Эстер и Люсьен не находили слов, они молча слушали испанца и смотрели на этих двух диковинных особ, которым тот отдавал приказания. Какая тайна обязывала этих женщин к тому подчинению, к той преданности, что была написана на их лицах – у одной столь злобном и своенравном, у другой столь безгранично жестоком? Он угадал мысли Эстер и Люсьена, казалось оцепеневших, подобно Полю и Виргинии, вдруг увидевшим двух ядовитых змей, и добродушно шепнул им:
– Вы можете положиться на них, как на меня; ни единой тайны от них, это им польстит. Азия, подавай к столу, моя милая, – сказал он поварихе. – А ты, душенька, поставь еще прибор, – приказал он Европе. – Во всяком случае, папаша заслужил, чтобы детки угостили его завтраком.
Как только дверь за женщинами захлопнулась, испанец, прислушавшись к суетливой беготне Европы, сказал Люсьену и молодой девушке, сжимая свой мощный кулак:
– Я их держу крепко!
Эти слова и жест заставили бы каждого содрогнуться.
– Где ты их нашел? – воскликнул Люсьен.
– Э-э, черт возьми! Я не искал их у подножия тронов, – отвечал этот человек. – Европа выбралась из грязи и боится вновь туда окунуться… Если они не будут достаточно услужливы, пригрозите господином аббатом, и вы увидите, что они задрожат, точно мыши при слове «кошка». Я ведь укротитель диких зверей, – добавил он, улыбаясь.
– А мне кажется, что вы демон! – воскликнула Эстер, грациозно прижимаясь к Люсьену.

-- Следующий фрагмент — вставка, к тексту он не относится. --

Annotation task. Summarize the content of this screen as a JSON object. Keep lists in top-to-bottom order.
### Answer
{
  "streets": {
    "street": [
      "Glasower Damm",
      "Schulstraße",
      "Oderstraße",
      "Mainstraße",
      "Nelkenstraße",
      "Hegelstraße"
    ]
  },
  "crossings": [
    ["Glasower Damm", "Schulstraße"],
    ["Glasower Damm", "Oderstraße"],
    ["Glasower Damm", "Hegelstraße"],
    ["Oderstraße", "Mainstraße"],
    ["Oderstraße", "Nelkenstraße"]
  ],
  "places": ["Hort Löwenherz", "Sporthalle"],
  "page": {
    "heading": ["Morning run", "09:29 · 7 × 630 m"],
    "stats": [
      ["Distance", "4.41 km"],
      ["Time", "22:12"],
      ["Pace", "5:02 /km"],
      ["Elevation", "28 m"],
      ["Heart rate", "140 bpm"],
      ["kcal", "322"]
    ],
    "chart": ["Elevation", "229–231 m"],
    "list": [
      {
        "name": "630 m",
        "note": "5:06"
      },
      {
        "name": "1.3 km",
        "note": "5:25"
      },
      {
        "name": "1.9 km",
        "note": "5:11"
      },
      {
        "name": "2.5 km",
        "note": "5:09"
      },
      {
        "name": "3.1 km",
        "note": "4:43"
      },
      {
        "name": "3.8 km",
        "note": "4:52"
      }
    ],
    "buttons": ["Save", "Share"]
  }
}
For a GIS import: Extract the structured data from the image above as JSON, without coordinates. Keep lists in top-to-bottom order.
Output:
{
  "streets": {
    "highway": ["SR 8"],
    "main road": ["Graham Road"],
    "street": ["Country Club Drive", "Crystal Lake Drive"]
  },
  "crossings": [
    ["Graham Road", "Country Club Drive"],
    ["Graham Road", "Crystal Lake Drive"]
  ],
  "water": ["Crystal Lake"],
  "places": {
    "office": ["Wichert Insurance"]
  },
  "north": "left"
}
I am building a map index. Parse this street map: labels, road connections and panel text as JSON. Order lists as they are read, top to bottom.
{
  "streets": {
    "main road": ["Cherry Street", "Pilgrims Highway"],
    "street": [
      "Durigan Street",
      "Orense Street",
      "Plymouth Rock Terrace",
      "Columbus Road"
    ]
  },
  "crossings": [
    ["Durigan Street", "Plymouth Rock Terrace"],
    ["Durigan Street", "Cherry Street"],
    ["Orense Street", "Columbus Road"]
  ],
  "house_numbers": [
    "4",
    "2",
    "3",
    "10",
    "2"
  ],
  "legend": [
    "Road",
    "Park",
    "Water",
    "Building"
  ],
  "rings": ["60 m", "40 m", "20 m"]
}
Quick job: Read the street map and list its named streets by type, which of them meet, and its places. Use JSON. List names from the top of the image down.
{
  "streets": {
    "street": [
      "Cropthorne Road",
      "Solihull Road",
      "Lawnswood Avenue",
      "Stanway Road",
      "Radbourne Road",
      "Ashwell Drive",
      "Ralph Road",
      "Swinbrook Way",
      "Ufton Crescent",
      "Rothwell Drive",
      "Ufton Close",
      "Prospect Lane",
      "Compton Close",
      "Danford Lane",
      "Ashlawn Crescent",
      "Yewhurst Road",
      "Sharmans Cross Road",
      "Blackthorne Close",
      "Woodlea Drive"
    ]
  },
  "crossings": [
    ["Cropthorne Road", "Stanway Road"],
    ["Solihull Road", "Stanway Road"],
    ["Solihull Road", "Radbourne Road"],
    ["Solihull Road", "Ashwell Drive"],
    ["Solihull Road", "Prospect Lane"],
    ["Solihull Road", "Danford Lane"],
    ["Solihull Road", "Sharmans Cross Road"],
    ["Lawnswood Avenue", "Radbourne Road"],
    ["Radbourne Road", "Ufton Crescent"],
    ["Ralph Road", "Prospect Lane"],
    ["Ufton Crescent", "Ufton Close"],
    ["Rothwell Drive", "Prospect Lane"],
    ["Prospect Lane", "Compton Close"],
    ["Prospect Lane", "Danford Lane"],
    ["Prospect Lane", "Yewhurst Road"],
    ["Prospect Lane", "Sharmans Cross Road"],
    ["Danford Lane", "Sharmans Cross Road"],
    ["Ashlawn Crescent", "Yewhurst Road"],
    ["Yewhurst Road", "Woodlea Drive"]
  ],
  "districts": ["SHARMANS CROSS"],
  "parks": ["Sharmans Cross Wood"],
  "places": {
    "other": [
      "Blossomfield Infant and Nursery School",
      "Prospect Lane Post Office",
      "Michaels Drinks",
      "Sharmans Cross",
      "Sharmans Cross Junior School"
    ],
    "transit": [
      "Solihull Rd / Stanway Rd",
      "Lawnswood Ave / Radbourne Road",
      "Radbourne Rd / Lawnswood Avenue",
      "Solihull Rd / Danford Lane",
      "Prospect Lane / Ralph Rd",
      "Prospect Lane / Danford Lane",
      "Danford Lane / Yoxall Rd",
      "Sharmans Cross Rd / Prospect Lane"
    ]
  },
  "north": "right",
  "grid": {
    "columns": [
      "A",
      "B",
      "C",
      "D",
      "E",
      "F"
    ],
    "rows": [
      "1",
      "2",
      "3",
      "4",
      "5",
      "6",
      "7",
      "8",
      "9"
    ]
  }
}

– Дитя мое, я пытался вас посвятить Небу; но раскаявшаяся блудница, даже найдись такая, только вводит в обман Церковь: попав в рай, она опять станет куртизанкой… Вы выиграли, заставив забыть о себе и усвоив манеры порядочной женщины; теперь вы обучены всему, чему не могли бы обучиться в вашей гнусной среде… Вы ничем мне не обязаны, – сказал он, заметив прелестное выражение признательности на лице Эстер, – я все это сделал ради него!.. – И он указал на Люсьена. – Вы девка и останетесь девкой, умрете девкой, потому что, несмотря на заманчивые теории животноводства, нельзя в этом мире быть не кем иным, кроме как самим собою. Знаток по части шишек прав! У вас шишка любви.
Испанец, как видно, был фаталистом, подобно Наполеону, Магомету и многим великим политикам. Удивительная вещь! Почти все люди действия склонны к фатализму, так большинство мыслителей склонны верить в Провидение!
– Я не знаю, что я такое, – отвечала Эстер с ангельской кротостью, – но я люблю Люсьена и умру, обожая его.
– Ступайте завтракать, – грубо сказал испанец, – и молите Бога, чтобы Люсьен не слишком скоро женился… тогда вы его больше не увидите.
– Его женитьба была бы моей смертью, – сказала она. Она уступила дорогу лжесвященнику, чтобы украдкой шепнуть Люсьену: – Неужели ты хочешь отдать меня во власть человека, который приставил ко мне этих двух гиен?
Люсьен повернул голову. Бедная девушка затаила печаль и казалась веселой; но она была крайне угнетена. Понадобилось более года неусыпных и самоотверженных забот, чтобы она свыклась наконец с двумя чудовищами, которых Карлос Эррера называл сторожевыми псами.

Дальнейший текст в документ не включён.